** EXERCISE GOAL **
Both the line containing "I am building" and the line containing "Summarize the content" belong to the span. Output exactly that span from the listing below, and nothing outside it.

━━━ DATASET EXCERPTS ━━━

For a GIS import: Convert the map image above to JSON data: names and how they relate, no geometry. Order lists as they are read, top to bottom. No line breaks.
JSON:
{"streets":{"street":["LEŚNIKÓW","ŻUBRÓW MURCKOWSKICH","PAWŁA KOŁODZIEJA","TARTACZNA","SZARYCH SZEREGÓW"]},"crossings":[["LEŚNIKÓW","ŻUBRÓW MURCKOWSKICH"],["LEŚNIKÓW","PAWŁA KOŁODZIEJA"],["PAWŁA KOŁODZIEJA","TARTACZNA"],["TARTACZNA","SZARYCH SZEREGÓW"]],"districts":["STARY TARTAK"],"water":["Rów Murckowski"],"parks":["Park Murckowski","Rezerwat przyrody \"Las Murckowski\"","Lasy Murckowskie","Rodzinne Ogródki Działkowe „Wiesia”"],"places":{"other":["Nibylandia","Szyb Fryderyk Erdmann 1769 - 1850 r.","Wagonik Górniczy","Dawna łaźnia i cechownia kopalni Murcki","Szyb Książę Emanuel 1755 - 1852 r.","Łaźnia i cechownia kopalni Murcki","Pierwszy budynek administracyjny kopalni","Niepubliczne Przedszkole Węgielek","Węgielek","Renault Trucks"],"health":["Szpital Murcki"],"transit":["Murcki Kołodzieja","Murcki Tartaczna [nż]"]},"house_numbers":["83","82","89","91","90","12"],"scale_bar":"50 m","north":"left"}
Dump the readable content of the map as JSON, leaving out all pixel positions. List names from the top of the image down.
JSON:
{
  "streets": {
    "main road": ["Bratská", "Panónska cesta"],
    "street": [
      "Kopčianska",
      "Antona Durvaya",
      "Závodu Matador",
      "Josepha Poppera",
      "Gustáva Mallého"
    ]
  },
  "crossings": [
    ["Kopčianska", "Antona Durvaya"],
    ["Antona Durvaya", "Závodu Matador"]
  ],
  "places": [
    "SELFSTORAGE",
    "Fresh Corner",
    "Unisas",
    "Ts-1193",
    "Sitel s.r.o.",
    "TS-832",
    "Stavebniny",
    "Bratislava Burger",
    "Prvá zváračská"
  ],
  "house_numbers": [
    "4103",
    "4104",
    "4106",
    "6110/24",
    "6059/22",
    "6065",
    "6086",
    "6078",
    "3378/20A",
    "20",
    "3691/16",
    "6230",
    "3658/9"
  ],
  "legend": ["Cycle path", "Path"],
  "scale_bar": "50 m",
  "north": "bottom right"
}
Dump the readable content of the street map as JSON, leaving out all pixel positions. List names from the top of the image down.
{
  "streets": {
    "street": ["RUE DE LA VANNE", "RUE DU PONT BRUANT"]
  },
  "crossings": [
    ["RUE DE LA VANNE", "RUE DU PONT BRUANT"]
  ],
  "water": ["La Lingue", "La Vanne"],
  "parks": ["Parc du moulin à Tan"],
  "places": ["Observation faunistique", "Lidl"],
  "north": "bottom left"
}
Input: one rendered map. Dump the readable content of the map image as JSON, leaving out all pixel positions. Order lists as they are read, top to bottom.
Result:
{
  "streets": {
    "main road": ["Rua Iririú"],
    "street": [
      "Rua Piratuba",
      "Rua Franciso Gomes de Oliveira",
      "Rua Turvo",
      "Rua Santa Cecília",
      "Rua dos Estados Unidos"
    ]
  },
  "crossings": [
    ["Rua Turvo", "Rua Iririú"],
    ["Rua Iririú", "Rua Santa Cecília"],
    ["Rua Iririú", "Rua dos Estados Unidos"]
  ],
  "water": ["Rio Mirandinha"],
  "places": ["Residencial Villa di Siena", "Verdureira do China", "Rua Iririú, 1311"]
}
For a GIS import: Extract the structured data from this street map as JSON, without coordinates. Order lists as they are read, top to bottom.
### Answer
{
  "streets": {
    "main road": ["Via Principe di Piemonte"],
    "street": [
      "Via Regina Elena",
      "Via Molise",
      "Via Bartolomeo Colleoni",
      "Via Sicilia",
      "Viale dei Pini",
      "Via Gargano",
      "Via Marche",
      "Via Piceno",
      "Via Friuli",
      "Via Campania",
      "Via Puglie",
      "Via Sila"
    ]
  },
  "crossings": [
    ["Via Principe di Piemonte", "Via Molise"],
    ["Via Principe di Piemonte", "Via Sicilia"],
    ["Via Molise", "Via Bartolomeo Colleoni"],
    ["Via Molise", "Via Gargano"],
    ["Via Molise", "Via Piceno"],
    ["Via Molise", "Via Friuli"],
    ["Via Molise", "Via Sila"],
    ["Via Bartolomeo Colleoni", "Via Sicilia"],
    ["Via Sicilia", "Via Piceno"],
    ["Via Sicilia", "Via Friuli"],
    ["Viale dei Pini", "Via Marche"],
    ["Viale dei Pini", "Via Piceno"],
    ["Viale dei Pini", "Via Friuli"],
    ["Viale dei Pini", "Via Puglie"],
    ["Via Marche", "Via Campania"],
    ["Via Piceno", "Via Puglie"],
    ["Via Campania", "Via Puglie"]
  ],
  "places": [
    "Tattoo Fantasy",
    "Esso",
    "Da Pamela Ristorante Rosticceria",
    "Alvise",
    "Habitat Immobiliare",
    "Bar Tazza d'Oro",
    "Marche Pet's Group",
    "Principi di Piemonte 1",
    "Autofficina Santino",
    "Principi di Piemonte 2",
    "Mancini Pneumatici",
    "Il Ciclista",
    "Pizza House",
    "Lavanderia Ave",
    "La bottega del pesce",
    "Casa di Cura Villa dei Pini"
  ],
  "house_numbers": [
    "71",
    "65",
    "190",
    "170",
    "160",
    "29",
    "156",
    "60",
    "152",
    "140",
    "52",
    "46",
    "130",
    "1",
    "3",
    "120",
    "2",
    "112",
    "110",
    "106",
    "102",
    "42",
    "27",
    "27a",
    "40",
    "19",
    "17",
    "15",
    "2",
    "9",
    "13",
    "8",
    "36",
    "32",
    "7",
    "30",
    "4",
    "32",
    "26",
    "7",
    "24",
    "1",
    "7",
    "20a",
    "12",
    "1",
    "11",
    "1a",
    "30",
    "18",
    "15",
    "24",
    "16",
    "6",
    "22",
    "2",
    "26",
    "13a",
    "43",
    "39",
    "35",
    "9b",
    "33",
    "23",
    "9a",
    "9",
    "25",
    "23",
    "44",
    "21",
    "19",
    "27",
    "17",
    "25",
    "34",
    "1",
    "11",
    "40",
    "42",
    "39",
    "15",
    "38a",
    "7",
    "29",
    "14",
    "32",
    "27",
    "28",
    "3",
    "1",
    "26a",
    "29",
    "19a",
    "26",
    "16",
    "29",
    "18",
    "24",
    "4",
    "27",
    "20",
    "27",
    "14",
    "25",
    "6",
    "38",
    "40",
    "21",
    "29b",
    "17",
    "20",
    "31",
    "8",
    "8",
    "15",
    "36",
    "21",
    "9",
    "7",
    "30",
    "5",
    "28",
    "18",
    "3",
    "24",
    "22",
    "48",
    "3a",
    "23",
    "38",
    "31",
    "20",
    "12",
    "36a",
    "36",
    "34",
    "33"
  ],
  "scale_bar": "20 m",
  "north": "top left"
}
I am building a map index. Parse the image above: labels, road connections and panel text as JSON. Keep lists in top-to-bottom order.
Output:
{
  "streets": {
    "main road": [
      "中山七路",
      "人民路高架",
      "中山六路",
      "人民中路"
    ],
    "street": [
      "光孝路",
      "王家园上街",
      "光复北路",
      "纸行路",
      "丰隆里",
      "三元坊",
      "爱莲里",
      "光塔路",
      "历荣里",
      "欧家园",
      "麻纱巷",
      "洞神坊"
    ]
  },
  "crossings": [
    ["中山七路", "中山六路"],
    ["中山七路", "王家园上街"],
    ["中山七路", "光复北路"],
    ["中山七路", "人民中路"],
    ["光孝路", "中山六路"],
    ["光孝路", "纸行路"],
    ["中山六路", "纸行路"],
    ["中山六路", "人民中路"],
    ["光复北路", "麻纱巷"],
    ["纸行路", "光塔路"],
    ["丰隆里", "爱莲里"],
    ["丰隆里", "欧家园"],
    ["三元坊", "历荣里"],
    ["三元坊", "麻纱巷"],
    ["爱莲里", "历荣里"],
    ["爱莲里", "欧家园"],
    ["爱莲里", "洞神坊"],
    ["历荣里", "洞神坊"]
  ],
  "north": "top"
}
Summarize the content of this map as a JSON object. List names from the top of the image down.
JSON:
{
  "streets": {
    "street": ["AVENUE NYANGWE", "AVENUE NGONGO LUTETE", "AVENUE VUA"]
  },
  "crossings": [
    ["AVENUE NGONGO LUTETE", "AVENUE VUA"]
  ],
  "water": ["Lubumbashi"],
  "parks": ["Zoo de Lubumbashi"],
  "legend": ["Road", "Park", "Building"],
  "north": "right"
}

━━━

** ANSWER BOX **
I am building a map index. Parse the image above: labels, road connections and panel text as JSON. Keep lists in top-to-bottom order.
Output:
{
  "streets": {
    "main road": [
      "中山七路",
      "人民路高架",
      "中山六路",
      "人民中路"
    ],
    "street": [
      "光孝路",
      "王家园上街",
      "光复北路",
      "纸行路",
      "丰隆里",
      "三元坊",
      "爱莲里",
      "光塔路",
      "历荣里",
      "欧家园",
      "麻纱巷",
      "洞神坊"
    ]
  },
  "crossings": [
    ["中山七路", "中山六路"],
    ["中山七路", "王家园上街"],
    ["中山七路", "光复北路"],
    ["中山七路", "人民中路"],
    ["光孝路", "中山六路"],
    ["光孝路", "纸行路"],
    ["中山六路", "纸行路"],
    ["中山六路", "人民中路"],
    ["光复北路", "麻纱巷"],
    ["纸行路", "光塔路"],
    ["丰隆里", "爱莲里"],
    ["丰隆里", "欧家园"],
    ["三元坊", "历荣里"],
    ["三元坊", "麻纱巷"],
    ["爱莲里", "历荣里"],
    ["爱莲里", "欧家园"],
    ["爱莲里", "洞神坊"],
    ["历荣里", "洞神坊"]
  ],
  "north": "top"
}
Summarize the content of this map as a JSON object. List names from the top of the image down.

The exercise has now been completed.